There are two main things to look for when going to a heavier gauge string.
First, heavier strings will result in more tension on the neck and could cause the neck to bow a little more. If that were to happen, tightening the truss rod very slightly by turning it clockwise would compensate for the added string tension. You won't know how the new strings will affect the amount of relief (height of strings above frets in center of fretboard) until you have tuned the new strings to pitch. If you do decide to tighten the truss rod, loosen the strings a little before tightening. Most likely, going from .09s to .10's will not necessitate a truss rod adjustment (or only a tiny bit if at all).

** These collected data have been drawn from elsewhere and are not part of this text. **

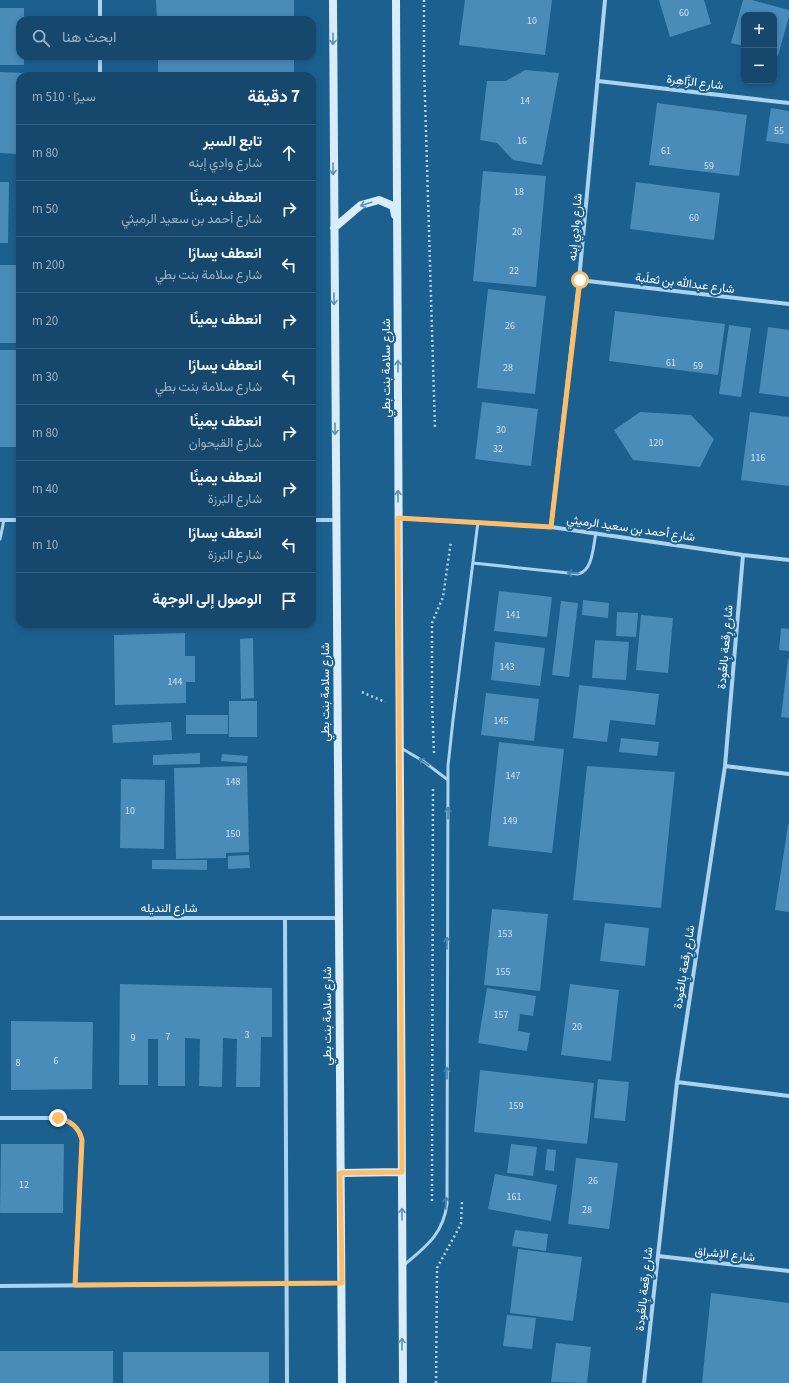 <!DOCTYPE html>
<html lang="ar">
<head>
<meta charset="utf-8">
<style>
	body { margin:0; font-family:"Source Sans 3",Vazirmatn,sans-serif; background:#1e4f72; color:#f1f3f6; direction:rtl }
	.controls { position:absolute; right:12px; top:12px; display:grid; overflow:hidden; border-radius:8px; box-shadow:0 2px 6px #0003 }
	.controls button { width:36px; height:36px; display:grid; place-items:center; padding:0; border:0; border-bottom:1px solid #34607f; background:#15486c; color:#f1f3f6; font:20px sans-serif }
	.stop { position:absolute; width:12px; height:12px; margin:-9px; border:3px solid #febd69; border-radius:50%; background:#fff }
	.stop.end { background:#febd69; border-color:#fff; box-shadow:0 1px 4px #0008 }
	.list { margin:0; padding:0; list-style:none }
	h2 { display:flex; justify-content:space-between; align-items:center; height:52px; margin:0; padding:0 16px; font-size:17px }
	h2 small { font-size:13px; font-weight:400; color:#9db2c2 }
	.list li { display:grid; grid-template-columns:26px 1fr auto; gap:12px; align-items:center; box-sizing:border-box; height:56px; padding:0 16px; border-top:1px solid #34607f }
	.list b { display:block; font-size:15px; white-space:nowrap }
	.list p { margin:0; font-size:13px; white-space:nowrap; color:#9db2c2 }
	.list em { font-size:13px; font-style:normal; color:#9db2c2 }
	.icon { flex:none; width:22px; height:22px; fill:none; stroke:currentColor; stroke-width:2; stroke-linecap:round; stroke-linejoin:round }
	.map { position:relative; flex:none; width:789px; height:1383px; overflow:hidden; direction:ltr }
	.search { position:absolute; background:#15486c; box-shadow:0 2px 6px #0003; left:16px; top:16px; width:300px; height:44px; display:flex; align-items:center; gap:10px; box-sizing:border-box; padding:0 14px; border-radius:12px; color:#9db2c2; font-size:15px }
	.panel { position:absolute; background:#15486c; box-shadow:0 2px 6px #0003; left:16px; top:72px; width:300px; height:556px; border-radius:12px; direction:rtl }
	.map>svg:first-child { display:block }
	.building { fill:#498bb9 }
	.lines { fill:none; stroke-linecap:round; stroke-linejoin:round }
	.path { stroke:#abd3ee; stroke-width:2.5; stroke-dasharray:2 3; stroke-linecap:butt }
	.service { stroke:#abd3ee; stroke-width:3 }
	.minor { stroke:#abd3ee; stroke-width:4 }
	.secondary { stroke:#d8ecfa; stroke-width:8 }
	.oneway { stroke:#5e91b5 }
	.oneway2 { stroke:#4782ac }
	.route { stroke:#febd69; stroke-width:5 }
	.labels { text-anchor:middle; stroke-width:4; stroke-linejoin:round; paint-order:stroke }
	.number-label { font-size:10px; fill:#d2e2ee }
	.street-label { font-size:12px; fill:#fff; stroke:#1c6090 }
</style>
</head>
<body>
<div class="map">
<svg width="789" height="1383" viewBox="0 0 789 1383">
	<rect width="100%" height="100%" fill="#1c6090"/>
	<path class="building" d="M156,0H294V20H157Z
		M465,0H552L545,55L459,45Z
		M659,0H704L711,24L670,37Z
		M743,0H752L789,10V16L778,56L774,55V15H744V46L731,43Z
		M0,8H24V20H20V56H24V65H0Z
		M158,56H294V76L158,75Z
		M525,70L559,73L542,165L513,160L497,143L480,140L487,81H506Z
		M0,72L50,74V76H20V154L0,153Z
		M657,103L747,115L739,176L649,165Z
		M771,108L789,111V144L766,141Z
		M483,171L546,176L536,287L473,281Z
		M0,182H9L8,243H0Z
		M636,182L720,193L714,240L630,229Z
		M0,265H20V343H0Z
		M488,289L546,296L535,394L477,388Z
		M615,311L725,324L718,375L609,361Z
		M729,325L751,328L741,397L719,394Z
		M768,327L789,330V397L759,393Z
		M0,350H20V447H0Z
		M482,402L538,409L531,466L475,459Z
		M640,412L691,415L714,439L700,467L633,460L614,430Z
		M750,412L789,417V486L741,480Z
		M499,591L552,597L547,637L494,631Z
		M583,600L609,603L608,618L582,615Z
		M561,601L578,603L569,677L552,675Z
		M617,612L638,613L636,637L616,636Z
		M641,615L673,618L668,673L636,670Z
		M781,628L789,629V651L779,650Z
		M185,633V656H195V682H186V703L115,705L114,635Z
		M253,638L254,698L241,699L240,639Z
		M595,640L629,642L626,680L592,678Z
		M495,642L545,648L540,686L491,680Z
		M788,659H789V718L781,717Z
		M579,685L659,694L655,725L610,720L607,742L573,738Z
		M486,693L539,699L534,741L481,735Z
		M229,701H257V737H229Z
		M186,715H228V734H186Z
		M171,722L172,740L113,743L112,725Z
		M621,738L659,742L657,756L619,752Z
		M499,742L564,749L552,853L488,846Z
		M200,753V764L153,765V755Z
		M222,754L248,756L247,763L221,761Z
		M247,766L249,852L226,853V858L176,859L174,768Z
		M587,766L675,772L661,908L573,900Z
		M121,779L165,780L164,849L120,848Z
		M788,825H789V912L775,910Z
		M249,855L250,868L228,869V856Z
		M152,860H207V870L152,869Z
		M492,909L548,914L540,991L484,985Z
		M605,923L649,928L645,966L600,961Z
		M120,984L272,988V1037H261L260,1087H236L237,1039L223,1038L222,1087L199,1086L200,1039L185,1038V1086H158V1039H148V1085H119Z
		M570,984L619,990L611,1061L561,1055Z
		M487,988L536,996L533,1016L520,1014L518,1031L530,1033L527,1051L478,1043Z
		M11,1021L93,1022L92,1089L11,1090Z
		M480,1070L594,1083L587,1144L474,1132Z
		M598,1079L629,1082L625,1121L594,1118Z
		M1,1144H64L63,1213H0Z
		M511,1144L537,1147L533,1176L507,1173Z
		M547,1149L556,1150L554,1171L545,1170Z
		M576,1158L618,1163L609,1229L568,1224Z
		M495,1174L557,1185L551,1221L488,1209Z
		M515,1230L548,1234L546,1251L512,1246Z
		M518,1249L582,1257L573,1321L510,1313Z
		M711,1293L789,1303V1383H702Z
		M507,1315L536,1318L532,1349L503,1346Z
		M556,1343L591,1347L587,1383L551,1382Z
		M0,1351H113V1383H0Z
		M123,1352H269V1383H123Z"/>
	<g class="lines">
		<path class="path" d="M424,0V66L435,429
			M362,692L385,702
			M434,753L432,702V623L443,597L451,541
			M432,1201L433,787
			M436,1383L437,1268L461,1224L462,1201"/>
		<path class="service" d="M0,539L4,520
			M473,563L578,574C593,571 593,546 596,533
			M401,748L423,761L448,780
			M403,1266C425,1247 443,1235 447,1204L448,766L453,720L478,522"/>
		<path class="minor" d="M100,0V20
			M100,56V76
			M598,81L789,103
			M579,280L789,304
			M399,518L551,527L743,555L789,560
			M0,520H20
			M312,520H336
			M551,527L579,280L605,0
			M725,766L789,774
			M0,918H339
			M285,918L287,1383
			M677,1082L789,1096
			M0,1118H58C71,1121 79,1127 82,1140L75,1285
			M658,1256L789,1271
			M0,1286L342,1283
			M644,1383L677,1082L725,766L743,555"/>
		<path class="secondary" d="M333,0L342,1383
			M396,0L403,1383
			M334,228L361,205L379,200L393,206L395,215
			M341,1173L401,1172"/>
	</g>
	<defs><path id="oneway-shaft" d="M-6 0H5M1.5-3L5.5 0L1.5 3" fill="none" stroke-width="1.6" stroke-linecap="round" stroke-linejoin="round"/></defs>
	<g class="oneway">
		<use href="#oneway-shaft" transform="translate(333 39) rotate(90)"/>
		<use href="#oneway-shaft" transform="translate(333 169) rotate(90)"/>
		<use href="#oneway-shaft" transform="translate(366 204) rotate(162)"/>
		<use href="#oneway-shaft" transform="translate(334 299) rotate(90)"/>
		<use href="#oneway-shaft" transform="translate(398 366) rotate(-90)"/>
		<use href="#oneway-shaft" transform="translate(335 429) rotate(90)"/>
		<use href="#oneway-shaft" transform="translate(398 496) rotate(-90)"/>
		<use href="#oneway-shaft" transform="translate(402 1214) rotate(-90)"/>
		<use href="#oneway-shaft" transform="translate(402 1344) rotate(-90)"/>
	</g>
	<g class="oneway2">
		<use href="#oneway-shaft" transform="translate(573 573) rotate(-176)"/>
		<use href="#oneway-shaft" transform="translate(424 762) rotate(-145)"/>
		<use href="#oneway-shaft" transform="translate(448 813) rotate(-90)"/>
		<use href="#oneway-shaft" transform="translate(447 943) rotate(-90)"/>
		<use href="#oneway-shaft" transform="translate(447 1073) rotate(-90)"/>
		<use href="#oneway-shaft" transform="translate(446 1203) rotate(-87)"/>
	</g>
	<g class="lines">
		<path class="route" d="M58,1118C71,1121 79,1127 82,1140L75,1285L342,1283L340,1173L402,1172L398,518L551,527L580,280"/>
	</g>
	<g class="labels">
		<g class="number-label">
			<text x="684" y="16">60</text>
			<text x="532" y="24">10</text>
			<text x="525" y="104">14</text>
			<text x="779" y="134">55</text>
			<text x="522" y="144">16</text>
			<text x="666" y="154">61</text>
			<text x="709" y="169">59</text>
			<text x="519" y="195">18</text>
			<text x="694" y="221">60</text>
			<text x="517" y="235">20</text>
			<text x="514" y="274">22</text>
			<text x="510" y="329">26</text>
			<text x="671" y="366">61</text>
			<text x="698" y="369">59</text>
			<text x="508" y="371">28</text>
			<text x="501" y="433">30</text>
			<text x="656" y="446">120</text>
			<text x="498" y="452">32</text>
			<text x="758" y="461">116</text>
			<text x="513" y="618">141</text>
			<text x="507" y="670">143</text>
			<text x="175" y="685">144</text>
			<text x="501" y="724">145</text>
			<text x="513" y="779">147</text>
			<text x="233" y="785">148</text>
			<text x="130" y="814">10</text>
			<text x="510" y="824">149</text>
			<text x="233" y="837">150</text>
			<text x="505" y="937">153</text>
			<text x="503" y="975">155</text>
			<text x="501" y="1018">157</text>
			<text x="577" y="1030">20</text>
			<text x="247" y="1038">3</text>
			<text x="168" y="1040">7</text>
			<text x="133" y="1041">9</text>
			<text x="56" y="1064">6</text>
			<text x="18" y="1066">8</text>
			<text x="516" y="1109">159</text>
			<text x="593" y="1184">26</text>
			<text x="24" y="1188">12</text>
			<text x="514" y="1200">161</text>
			<text x="587" y="1213">28</text>
		</g>
		<g class="street-label">
			<text transform="translate(695 82) rotate(7)" y="4">شارع الزَّاهِرة</text>
			<text transform="translate(575 227) rotate(-85)" y="4">شارع وادِي إبنه</text>
			<text transform="translate(685 283) rotate(7)" y="4">شارع عبدالله بن ثعلَبة</text>
			<text transform="translate(386 368) rotate(-90)" y="4">شارع سلامة بنت بطي</text>
			<text transform="translate(631 528) rotate(8)" y="4">شارع أحمد بن سعيد الرميثي</text>
			<text transform="translate(725 647) rotate(-85)" y="4">شارع رِقعة بِالعُودة</text>
			<text transform="translate(325 692) rotate(-90)" y="4">شارع سلامة بنت بطي</text>
			<text x="169" y="912">شارع النديله</text>
			<text transform="translate(684 967) rotate(-81)" y="4">شارع رِقعة بِالعُودة</text>
			<text transform="translate(327 1016) rotate(-90)" y="4">شارع سلامة بنت بطي</text>
			<text transform="translate(725 1254) rotate(6)" y="4">شارع الإشراق</text>
			<text transform="translate(644 1289) rotate(-84)" y="4">شارع رِقعة بِالعُودة</text>
		</g>
	</g>
</svg>
<div class="controls">
<button>+</button>
<button>−</button>
</div>
<div class="stop" style="left:580px;top:280px"></div>
<div class="stop end" style="left:58px;top:1118px"></div>
<div class="search"><svg class="icon" aria-label="search" viewBox="0 0 24 24"><circle cx="10" cy="10" r="6"/><path d="M15 15l6 6"/></svg>ابحث هنا</div>
<section class="panel">
<h2>7 دقيقة<small>سيرًا · 510 m</small></h2>
<ul class="list">
<li><svg class="icon" aria-label="ahead" viewBox="0 0 24 24"><path d="M12 20V5M6 11l6-6 6 6"/></svg><div><b>تابع السير</b><p>شارع وادِي إبنه</p></div><em>80 m</em></li>
<li><svg class="icon" aria-label="right" viewBox="0 0 24 24"><path d="M7 20v-9h11M14 6l5 5-5 5"/></svg><div><b>انعطف يمينًا</b><p>شارع أحمد بن سعيد الرميثي</p></div><em>50 m</em></li>
<li><svg class="icon" aria-label="left" viewBox="0 0 24 24"><path d="M17 20v-9H6M10 6l-5 5 5 5"/></svg><div><b>انعطف يسارًا</b><p>شارع سلامة بنت بطي</p></div><em>200 m</em></li>
<li><svg class="icon" aria-label="right" viewBox="0 0 24 24"><path d="M7 20v-9h11M14 6l5 5-5 5"/></svg><div><b>انعطف يمينًا</b></div><em>20 m</em></li>
<li><svg class="icon" aria-label="left" viewBox="0 0 24 24"><path d="M17 20v-9H6M10 6l-5 5 5 5"/></svg><div><b>انعطف يسارًا</b><p>شارع سلامة بنت بطي</p></div><em>30 m</em></li>
<li><svg class="icon" aria-label="right" viewBox="0 0 24 24"><path d="M7 20v-9h11M14 6l5 5-5 5"/></svg><div><b>انعطف يمينًا</b><p>شارع القيحوان</p></div><em>80 m</em></li>
<li><svg class="icon" aria-label="right" viewBox="0 0 24 24"><path d="M7 20v-9h11M14 6l5 5-5 5"/></svg><div><b>انعطف يمينًا</b><p>شارع البَرزة</p></div><em>40 m</em></li>
<li><svg class="icon" aria-label="left" viewBox="0 0 24 24"><path d="M17 20v-9H6M10 6l-5 5 5 5"/></svg><div><b>انعطف يسارًا</b><p>شارع البَرزة</p></div><em>10 m</em></li>
<li><svg class="icon" aria-label="arrive" viewBox="0 0 24 24"><path d="M6 21V4h12l-3 4 3 4H6"/></svg><div><b>الوصول إلى الوجهة</b></div></li>
</ul>
</section>
</div>
</body>
</html>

Second, heavier strings have a larger diameter and may not seat properly in the string slots on the nut. Most guitars with factory nuts have the string slots cut fairly wide to accommodate a range of different string gauges, so most likely this will not be an issue. Again if you were to go significantly heavier, it might be necessary to enlarge the width of the string slots in your nut. That is a process that requires a special set of files and some expertise. If you get the slot too wide or make it deeper, it could have a negative impact on your tone or result in rattling or buzzing due to the string being loose in the slot. You probably won't have to worry about the string slot size to go from .09s to .10s.
If you had an adjustable bridge you could check the intonation after changing to heavier strings but that is a do it yourself adjustment. If you can change your own strings, you can adjust the intonation. The slight change you proposed should have a negligible effect on intonation so an adjustment will probably not be needed there either.
I think you will be just fine with no adjustments at all. Try it and see.